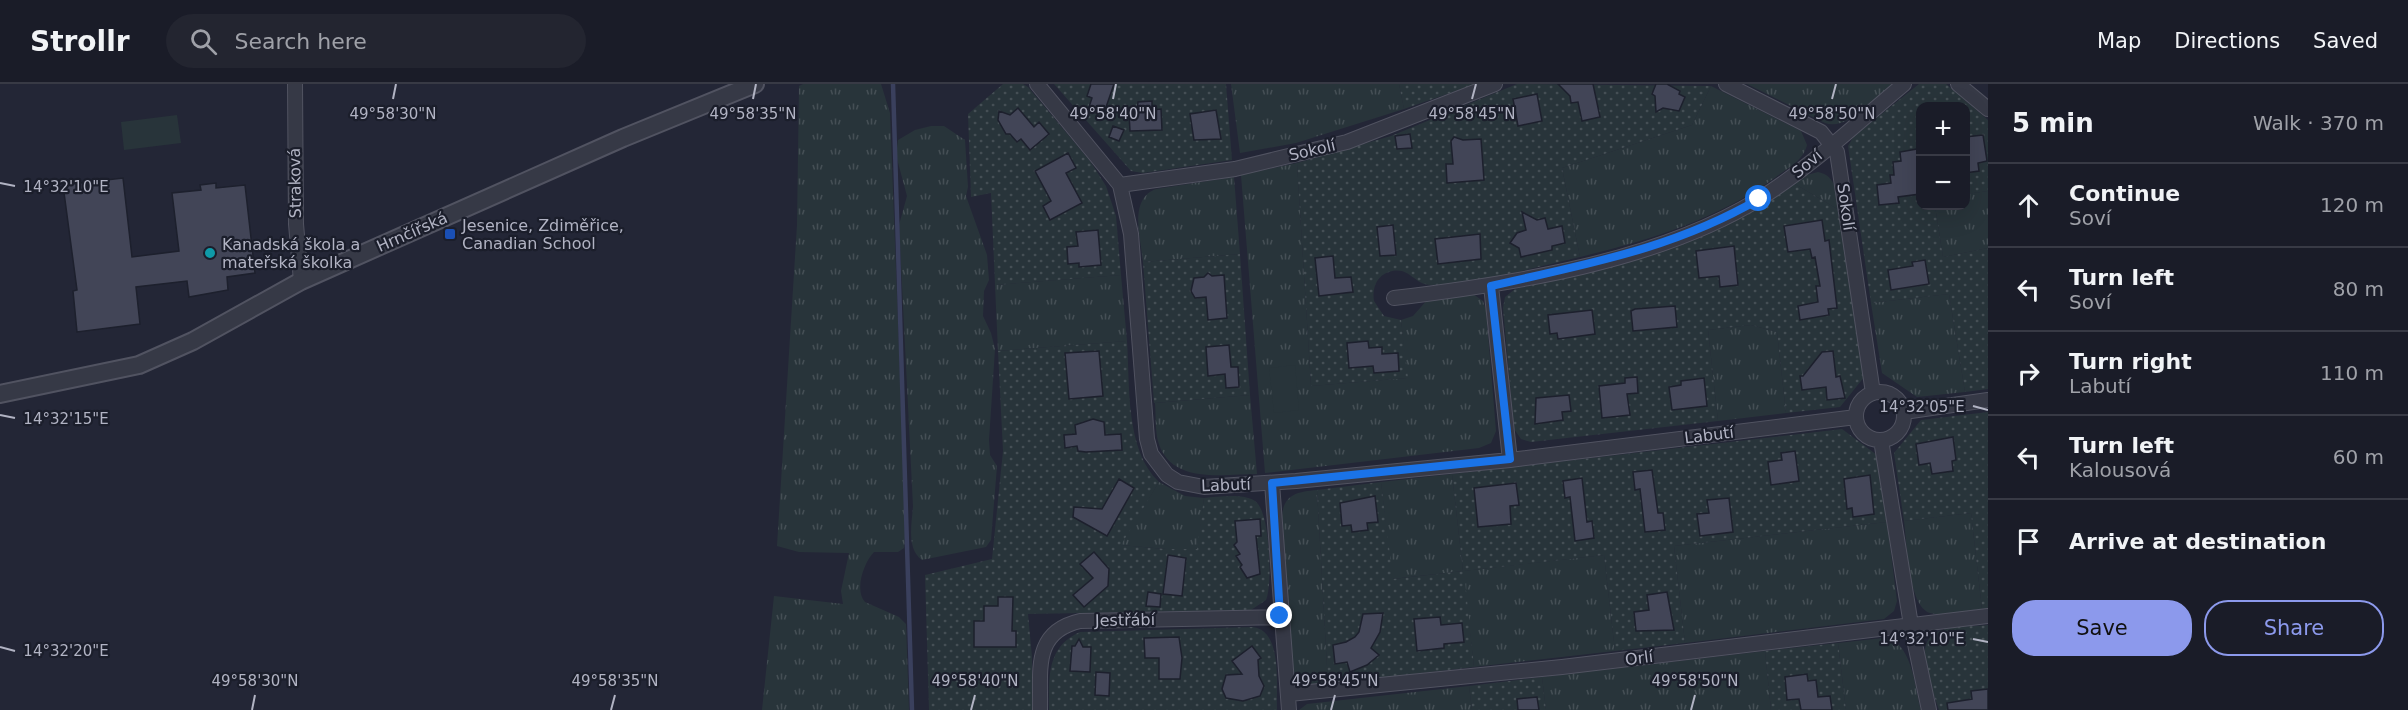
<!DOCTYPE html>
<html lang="en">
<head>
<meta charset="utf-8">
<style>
	:root { --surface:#1a1c28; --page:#232530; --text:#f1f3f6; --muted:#9fa1a8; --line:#383a45; --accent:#8c99ec }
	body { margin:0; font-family:"DejaVu Sans",sans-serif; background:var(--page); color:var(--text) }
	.controls { position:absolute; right:18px; top:18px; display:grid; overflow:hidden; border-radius:12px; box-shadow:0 6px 24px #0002 }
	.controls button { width:54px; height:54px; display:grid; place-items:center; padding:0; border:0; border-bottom:2px solid var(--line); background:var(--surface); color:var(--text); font:30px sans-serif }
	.stop { position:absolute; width:18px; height:18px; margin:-14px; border:4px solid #1a73e8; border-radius:50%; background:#fff }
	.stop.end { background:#1a73e8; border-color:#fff; box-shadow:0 2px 6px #0008 }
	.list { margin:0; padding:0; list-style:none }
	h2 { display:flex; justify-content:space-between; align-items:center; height:78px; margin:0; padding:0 24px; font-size:26px }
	h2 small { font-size:20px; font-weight:400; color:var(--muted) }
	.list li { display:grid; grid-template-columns:39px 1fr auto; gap:18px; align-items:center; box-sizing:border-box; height:84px; padding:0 24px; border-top:2px solid var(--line) }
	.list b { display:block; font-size:22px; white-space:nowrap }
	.list p { margin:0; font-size:20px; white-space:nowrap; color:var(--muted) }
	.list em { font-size:20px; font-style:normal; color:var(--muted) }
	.actions { display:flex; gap:12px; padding:18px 24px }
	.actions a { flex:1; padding:14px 0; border:2px solid var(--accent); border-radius:24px; text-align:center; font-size:21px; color:var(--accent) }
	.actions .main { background:var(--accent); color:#111 }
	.icon { flex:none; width:33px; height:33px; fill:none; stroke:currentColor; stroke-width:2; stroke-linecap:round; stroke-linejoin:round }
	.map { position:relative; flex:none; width:1988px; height:626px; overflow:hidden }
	header { display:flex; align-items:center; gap:36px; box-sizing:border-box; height:84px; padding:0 30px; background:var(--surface); border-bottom:2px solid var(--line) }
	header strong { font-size:28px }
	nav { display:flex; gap:33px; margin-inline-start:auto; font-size:21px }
	.search { width:420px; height:54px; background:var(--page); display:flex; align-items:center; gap:15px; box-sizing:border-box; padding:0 21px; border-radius:33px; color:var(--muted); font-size:22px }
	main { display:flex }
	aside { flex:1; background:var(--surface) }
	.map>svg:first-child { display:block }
	.grass { fill:url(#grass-tufts) }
	.garden { fill:url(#garden-dots) }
	.pitch { fill:#28343a }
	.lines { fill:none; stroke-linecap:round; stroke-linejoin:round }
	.stream { stroke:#3a405d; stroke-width:4.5 }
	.building { fill:#424557; stroke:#1d202d; stroke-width:1.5 }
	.minor-casing { stroke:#515361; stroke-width:16 }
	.tertiary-casing { stroke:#515361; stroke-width:20 }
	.minor { stroke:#363946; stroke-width:14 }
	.tertiary { stroke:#363946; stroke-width:16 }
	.route { stroke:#1a73e8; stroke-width:8 }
	.ticks { fill:none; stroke:#b1b3c3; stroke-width:2 }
	.transit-dot { fill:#1a4fb4; stroke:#1b1e2b; stroke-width:2 }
	.culture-dot { fill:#0f9aa8; stroke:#1b1e2b; stroke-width:2 }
	.labels { text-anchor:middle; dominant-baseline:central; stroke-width:4.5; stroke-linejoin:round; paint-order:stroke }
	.street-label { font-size:16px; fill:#b1b3c3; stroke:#1b1e2b }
	.poi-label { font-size:16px; fill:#b1b3c3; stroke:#1b1e2b; text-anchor:start }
	.ticks-label { font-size:15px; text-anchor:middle; fill:#b1b3c3; stroke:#1b1e2b; stroke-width:4.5; stroke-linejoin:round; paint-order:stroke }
</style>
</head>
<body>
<header>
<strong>Strollr</strong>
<div class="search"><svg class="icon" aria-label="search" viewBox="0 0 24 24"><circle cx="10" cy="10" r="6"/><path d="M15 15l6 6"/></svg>Search here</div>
<nav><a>Map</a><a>Directions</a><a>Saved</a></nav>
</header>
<main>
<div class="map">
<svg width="1988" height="626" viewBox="0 0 1988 626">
	<defs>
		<pattern id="grass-tufts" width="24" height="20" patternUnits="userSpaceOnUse" patternTransform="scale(1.5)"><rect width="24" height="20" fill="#28343a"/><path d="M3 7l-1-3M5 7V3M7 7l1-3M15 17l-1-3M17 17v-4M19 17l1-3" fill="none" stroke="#454f55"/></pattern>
		<pattern id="garden-dots" width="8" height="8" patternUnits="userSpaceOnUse" patternTransform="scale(1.5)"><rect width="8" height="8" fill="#28343a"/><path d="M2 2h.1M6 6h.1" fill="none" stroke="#454f55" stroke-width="1.8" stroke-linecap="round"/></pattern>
	</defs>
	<rect width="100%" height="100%" fill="#232636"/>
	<!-- grass -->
	<path class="grass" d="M803 0H881L890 29 906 449 904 464 898 468H874C864 478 854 506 865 518L899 533 906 540 909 626H762L774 512 843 520 841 507 849 469 799 468 777 462 797 141 799 2Z
		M1231 0H1399L1404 25 1296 59 1240 69Z
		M1747 0H1892C1876 13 1848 47 1825 39Z
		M1711 2 1801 47 1807 61C1803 77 1788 84 1776 93 1716 136 1650 156 1580 173L1562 84 1692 41Z
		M931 42H944L965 56 968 103 966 112 987 171 989 196 984 207 983 232 991 249 995 265 989 356 990 371 997 382 991 456 986 463 922 476C906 465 912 439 913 422L899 141 907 112 896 71 898 56 915 46Z
		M1297 79 1311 302 1407 294 1401 236 1413 232 1428 215 1473 210 1483 217 1486 226 1496 347 1491 359 1479 364 1265 389 1241 91Z
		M1818 88C1837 92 1836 109 1839 126L1795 100 1807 91Z
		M1234 93 1240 170 1143 178C1141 155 1128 115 1156 105Z
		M1988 107V164L1943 173 1935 122H1966V110Z
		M1121 191 1127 257 998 267 995 201Z
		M1949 210 1965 308 1917 313 1882 289 1871 219Z
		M1751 241 1777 248 1786 329 1718 337 1708 246Z
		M1250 311 1257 390C1223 390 1170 401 1158 357 1155 345 1156 331 1155 319Z
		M1452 390 1463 487 1604 471 1615 567 1474 583 1463 487 1392 495 1381 398Z
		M1159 398 1185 412 1204 414 1198 465H1166L1120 461Z
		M1317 406 1328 600C1312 601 1300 602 1293 585L1282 432C1284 410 1297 408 1317 406Z
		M1971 429 1982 525C1967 526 1945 533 1930 529 1908 522 1907 458 1904 437Z
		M1887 438 1897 517 1894 527 1884 535 1685 559 1674 462Z
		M1883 554C1912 555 1915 604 1921 626H1846L1838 559Z
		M1765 567 1771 626H1546L1542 593Z
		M1469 602 1472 626H1299L1307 620Z"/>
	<!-- garden -->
	<path class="garden" d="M1003 0H1023L1028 3 1090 77 1106 102 1116 132 1121 191 995 201 991 109 971 113 968 30Z
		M1054 0H1226L1232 76 1143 89 1131 87Z
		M1399 0H1476L1404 25Z
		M1517 0 1711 2 1692 41 1562 84 1580 173C1531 184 1481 200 1431 201 1414 201 1409 181 1389 188 1376 192 1372 205 1374 217L1384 232 1401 236 1408 294 1311 302 1297 79 1391 52Z
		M1919 0H1946L1988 36V107L1966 110V22H1920V122H1935L1943 173 1988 164V305L1965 308 1949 210 1871 219 1848 62 1854 52Z
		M1795 100 1839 126 1865 292 1840 323 1786 329 1777 248 1751 241 1708 246 1718 337 1531 358 1521 355 1514 345 1503 224 1505 213 1515 205C1621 181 1705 165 1795 100Z
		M1240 170 1250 311 1154 319 1143 178Z
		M1127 257C1130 301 1125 366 1159 398L1121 461 1165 465H1197L1204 414C1219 413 1242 409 1255 417 1270 426 1273 501 1266 516L1251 526 1028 530 1032 573V626H929L925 491 992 475 1003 367 998 267Z
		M1988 328V524L1982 525 1971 429 1904 437 1894 369 1921 336Z
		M1842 345 1877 371 1887 438 1674 462 1685 559 1615 567 1604 471 1464 487 1474 583 1328 600 1317 406 1381 398 1393 495 1463 487 1452 390Z
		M1988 541V626H1939C1933 606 1911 561 1937 548 1951 541 1973 543 1988 541Z
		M1253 543C1283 547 1276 602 1277 626H1049C1049 594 1046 563 1080 548Z
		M1838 559 1846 626H1771L1765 567Z
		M1542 593 1546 626H1472L1469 602Z"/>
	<!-- pitch -->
	<path class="pitch" d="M177 31 181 59 124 66 121 38Z
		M1295 281 1299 326 1274 329 1269 284Z"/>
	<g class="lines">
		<!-- stream -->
		<path class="stream" d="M893 0 912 626"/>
	</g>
	<!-- building -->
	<path class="building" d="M1091 0H1114L1104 29 1089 23 1092 14 1087 12Z
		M1558 0H1593L1600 33 1582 37 1578 18 1571 19 1570 12Z
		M1656 0H1667L1680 7 1679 10 1685 13 1679 27 1663 24 1656 28 1655 12 1652 10Z
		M1537 10 1542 37 1518 42 1513 15Z
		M1152 17V26L1161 25 1162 46 1130 47 1129 30 1137 29 1138 18Z
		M1018 24 1034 43 1039 38 1049 50 1030 66 1021 55 1017 58 1010 50H1006L998 36 999 27 1010 31Z
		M1216 26 1221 55 1194 56 1190 30Z
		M1113 42 1124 46 1119 57 1109 53Z
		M1410 50 1412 64 1397 65 1395 52Z
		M1983 51 1987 77 1978 79 1979 87 1965 89V53Z
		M1454 53 1463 56 1481 55 1484 96 1447 99 1446 80H1453L1451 57Z
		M1917 65 1920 110 1898 113 1899 119 1879 121 1877 101 1891 99 1890 91H1894L1893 78 1901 77 1900 68Z
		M1068 69 1076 84 1066 89 1082 119 1050 136 1043 122 1051 117 1035 87Z
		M123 94 132 173 179 167 172 109 201 106 200 101 216 99V104L245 101 255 189 227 193 228 206 189 213 187 197 136 203 140 240 77 248 73 207 77 206 63 101Z
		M1522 128 1537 136 1545 134 1548 145 1562 142 1565 159 1552 162V166L1521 173 1519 164 1510 159 1517 149 1526 146Z
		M1822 136 1825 157 1829 156 1837 224 1828 225 1829 231 1800 236 1798 222 1818 218 1816 202H1820L1815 173 1812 174 1810 165 1788 168 1784 142Z
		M1393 141 1396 171 1380 172 1377 143Z
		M1098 146 1101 181 1079 183V179L1068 180 1067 163 1078 162 1076 148Z
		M1480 150 1481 175 1438 180 1435 155Z
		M1734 162 1738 201 1720 203 1719 192 1699 194 1696 167Z
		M1333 172 1335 194 1351 193 1353 208 1319 212 1315 174Z
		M1925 176 1929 200 1891 206 1888 186 1913 182 1912 178Z
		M1208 189 1212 192 1224 191 1227 234 1208 236 1206 213 1195 214 1191 207 1194 194 1204 193Z
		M1675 222 1677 243 1633 247 1631 227 1635 225Z
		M1592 226 1595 250 1558 255 1557 249 1550 250 1548 231Z
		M1368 257 1369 264 1382 263V270L1398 269 1399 287 1374 289 1373 282 1349 284 1347 259Z
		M1229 261 1231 283H1238L1239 303 1226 304 1225 290 1208 292 1206 263Z
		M1099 267 1103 312 1069 315 1065 269Z
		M1833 267 1836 293 1840 292 1845 314 1827 316 1826 303 1802 306 1800 292H1803L1822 268Z
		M1637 293 1638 309 1627 310 1630 331 1602 334 1599 302 1625 299V294Z
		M1704 294 1707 322 1672 326 1669 303 1681 301V297Z
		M1569 311 1571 327 1562 328 1563 336 1535 340 1536 314Z
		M1093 335 1104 338 1105 351 1121 350 1122 366 1086 368 1078 367 1077 362 1065 364 1064 351 1076 350 1075 341Z
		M1953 353 1956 376 1952 377 1953 387 1932 390 1930 379 1919 381 1916 360Z
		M1795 367 1799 397 1771 401 1768 378 1782 376 1781 369Z
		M1652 386 1658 429H1663L1665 446 1645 448 1640 405 1635 406 1633 388Z
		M1870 391 1874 430 1853 433 1852 424 1847 425 1844 395Z
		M1582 394 1587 438 1592 437 1594 454 1575 457 1570 413 1565 414 1563 397Z
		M1119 395 1134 404 1107 452 1073 433 1074 423 1102 425Z
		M1516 399 1519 421 1510 422 1511 440 1478 443 1474 404Z
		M1375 412 1378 438 1367 439 1368 446 1352 448 1351 441 1342 442 1340 419Z
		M1729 414 1733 448 1700 452 1697 430 1709 429 1707 416Z
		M1260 435 1261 452H1256L1260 490 1247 494 1240 483 1242 481 1236 472 1240 470 1234 461 1237 458 1235 437Z
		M1094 468 1109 485 1108 502 1084 523 1073 511 1093 494 1080 480Z
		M1168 471 1186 474 1182 512 1163 510Z
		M1148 508 1161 510 1160 523 1146 522Z
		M1667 508 1674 546 1636 547 1634 528 1649 526 1647 511Z
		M998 513H1013L1012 547H1016V563H974V537H984V522H998Z
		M1383 529 1380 548 1371 564 1379 571 1367 581 1350 588 1347 578 1335 580 1333 561 1346 558 1355 553 1359 548 1363 530Z
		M1440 533 1441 541 1462 539 1464 558 1444 560V564L1417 567 1414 535Z
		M1179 553 1182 574 1180 595H1159V574H1145L1144 554Z
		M1079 555 1083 563H1091L1090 588 1070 587 1072 562H1075Z
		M1252 562 1261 574 1258 576 1259 592 1264 602 1260 612 1243 617 1226 614 1222 605 1226 591 1242 590 1232 577Z
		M1096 588 1110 589 1109 612 1095 611Z
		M1807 590 1808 597 1816 596 1818 613 1830 612 1832 626H1801L1799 615 1787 616 1785 593Z
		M1988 605V626H1948L1947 619 1972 615 1971 607Z
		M1537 613 1539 626H1518L1517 615Z"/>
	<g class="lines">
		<!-- minor casing -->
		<g class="minor-casing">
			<path id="minor" d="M295 0 296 140 301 197
				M1037 0 1120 101 1131 150 1147 355 1151 370 1167 391 1178 398 1204 403 1296 397 1510 376 1856 333
				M1726 0 1821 48 1837 68 1873 309
				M1958 0 1988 25
				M1120 101 1235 85 1347 58 1495 0
				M1491 202 1510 376
				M1394 214C1511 200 1657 178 1759 115 1811 83 1857 39 1904 0
				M1856 332a24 24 0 1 1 48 0a24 24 0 1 1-48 0Z
				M1904 328 1988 316
				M1881 356 1911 541 1929 626
				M1272 399 1289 626
				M1289 610 1562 583 1988 532
				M1040 626C1041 587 1032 548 1080 537L1280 533"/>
		</g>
		<!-- tertiary casing -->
		<g class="tertiary-casing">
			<path id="tertiary" d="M0 310 139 281 193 257 301 197 623 54 755 0"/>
		</g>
		<!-- minor -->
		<use href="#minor" class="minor"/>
		<!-- tertiary -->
		<use href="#tertiary" class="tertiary"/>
	</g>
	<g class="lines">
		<!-- route -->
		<path class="route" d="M1280 532 1272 399 1510 375 1491 202C1586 180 1673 165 1759 115"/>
	</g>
	<!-- ticks -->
	<path class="ticks" d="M393 15 396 0M753 15 756 0M1113 15 1116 0M1472 15 1476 0M1832 15 1836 0M0 99 15 102M1973 322 1988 326M0 331 15 334M1973 555 1988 558M0 563 15 567M252 626 255 611M611 626 615 611M971 626 975 611M1331 626 1335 611M1691 626 1695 611"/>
	<!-- markers -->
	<rect class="transit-dot" x="444" y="144" width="12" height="12" rx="3"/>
	<circle class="culture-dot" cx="210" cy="169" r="6"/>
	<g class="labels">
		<!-- street labels -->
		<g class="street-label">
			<text transform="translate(1312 66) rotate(-13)">Sokolí</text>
			<text transform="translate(1807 80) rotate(-40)">Soví</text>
			<text transform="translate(295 99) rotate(-91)">Straková</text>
			<text transform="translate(1846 123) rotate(82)">Sokolí</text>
			<text transform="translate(412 148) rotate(-24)">Hrnčířská</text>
			<text transform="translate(1709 351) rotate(-7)">Labutí</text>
			<text transform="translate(1226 401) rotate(-2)">Labutí</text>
			<text transform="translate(1125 536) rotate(-1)">Jestřábí</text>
			<text transform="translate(1639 574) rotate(-7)">Orlí</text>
		</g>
		<!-- poi labels -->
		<g class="poi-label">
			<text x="462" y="141">Jesenice, Zdiměřice,<tspan x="462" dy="18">Canadian School</tspan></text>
			<text x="222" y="160">Kanadská škola a<tspan x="222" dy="18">mateřská školka</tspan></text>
		</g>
	</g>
	<g class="ticks-label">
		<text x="393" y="35">49°58'30"N</text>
		<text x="753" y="35">49°58'35"N</text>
		<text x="1113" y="35">49°58'40"N</text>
		<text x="1472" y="35">49°58'45"N</text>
		<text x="1832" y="35">49°58'50"N</text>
		<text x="66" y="108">14°32'10"E</text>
		<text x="1922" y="328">14°32'05"E</text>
		<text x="66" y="340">14°32'15"E</text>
		<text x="1922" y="560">14°32'10"E</text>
		<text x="66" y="572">14°32'20"E</text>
		<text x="255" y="602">49°58'30"N</text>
		<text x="615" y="602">49°58'35"N</text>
		<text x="975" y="602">49°58'40"N</text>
		<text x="1335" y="602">49°58'45"N</text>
		<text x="1695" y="602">49°58'50"N</text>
	</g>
</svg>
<div class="controls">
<button>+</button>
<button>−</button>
</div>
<div class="stop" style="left:1759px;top:115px"></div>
<div class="stop end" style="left:1280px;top:532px"></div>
</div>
<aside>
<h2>5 min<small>Walk · 370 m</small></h2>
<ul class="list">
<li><svg class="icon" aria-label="ahead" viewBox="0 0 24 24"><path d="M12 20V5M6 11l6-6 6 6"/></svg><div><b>Continue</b><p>Soví</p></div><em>120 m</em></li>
<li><svg class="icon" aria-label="left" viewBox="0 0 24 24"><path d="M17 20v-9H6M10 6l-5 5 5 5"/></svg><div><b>Turn left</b><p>Soví</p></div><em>80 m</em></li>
<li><svg class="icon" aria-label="right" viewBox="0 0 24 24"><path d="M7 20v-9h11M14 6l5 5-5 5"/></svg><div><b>Turn right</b><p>Labutí</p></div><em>110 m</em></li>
<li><svg class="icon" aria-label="left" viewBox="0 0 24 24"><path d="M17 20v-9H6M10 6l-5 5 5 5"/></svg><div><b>Turn left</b><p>Kalousová</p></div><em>60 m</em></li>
<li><svg class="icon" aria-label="arrive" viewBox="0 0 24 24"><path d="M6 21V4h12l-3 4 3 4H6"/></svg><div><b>Arrive at destination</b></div></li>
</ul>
<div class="actions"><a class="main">Save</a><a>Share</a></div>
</aside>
</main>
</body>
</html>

== == ==

## Task details
Reproduce the lines above, beginning at the line with "margin:0; padding:0; list-style:none" and stopping after the line with "display:grid; grid-template-columns:39px 1fr", exactly as they are.

## Output for this exercise
	.list { margin:0; padding:0; list-style:none }
	h2 { display:flex; justify-content:space-between; align-items:center; height:78px; margin:0; padding:0 24px; font-size:26px }
	h2 small { font-size:20px; font-weight:400; color:var(--muted) }
	.list li { display:grid; grid-template-columns:39px 1fr auto; gap:18px; align-items:center; box-sizing:border-box; height:84px; padding:0 24px; border-top:2px solid var(--line) }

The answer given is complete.